## Recorded data:
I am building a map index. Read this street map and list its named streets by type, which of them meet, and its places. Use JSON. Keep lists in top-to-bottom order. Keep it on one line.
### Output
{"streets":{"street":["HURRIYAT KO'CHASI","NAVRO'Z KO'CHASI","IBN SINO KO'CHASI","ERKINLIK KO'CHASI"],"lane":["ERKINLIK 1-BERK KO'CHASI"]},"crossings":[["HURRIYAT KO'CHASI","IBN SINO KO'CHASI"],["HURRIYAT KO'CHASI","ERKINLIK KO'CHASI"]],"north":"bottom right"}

## Exercise prompt:
Retype each line above with no alterations.

## Solution to this task:
I am building a map index. Read this street map and list its named streets by type, which of them meet, and its places. Use JSON. Keep lists in top-to-bottom order. Keep it on one line.
### Output
{"streets":{"street":["HURRIYAT KO'CHASI","NAVRO'Z KO'CHASI","IBN SINO KO'CHASI","ERKINLIK KO'CHASI"],"lane":["ERKINLIK 1-BERK KO'CHASI"]},"crossings":[["HURRIYAT KO'CHASI","IBN SINO KO'CHASI"],["HURRIYAT KO'CHASI","ERKINLIK KO'CHASI"]],"north":"bottom right"}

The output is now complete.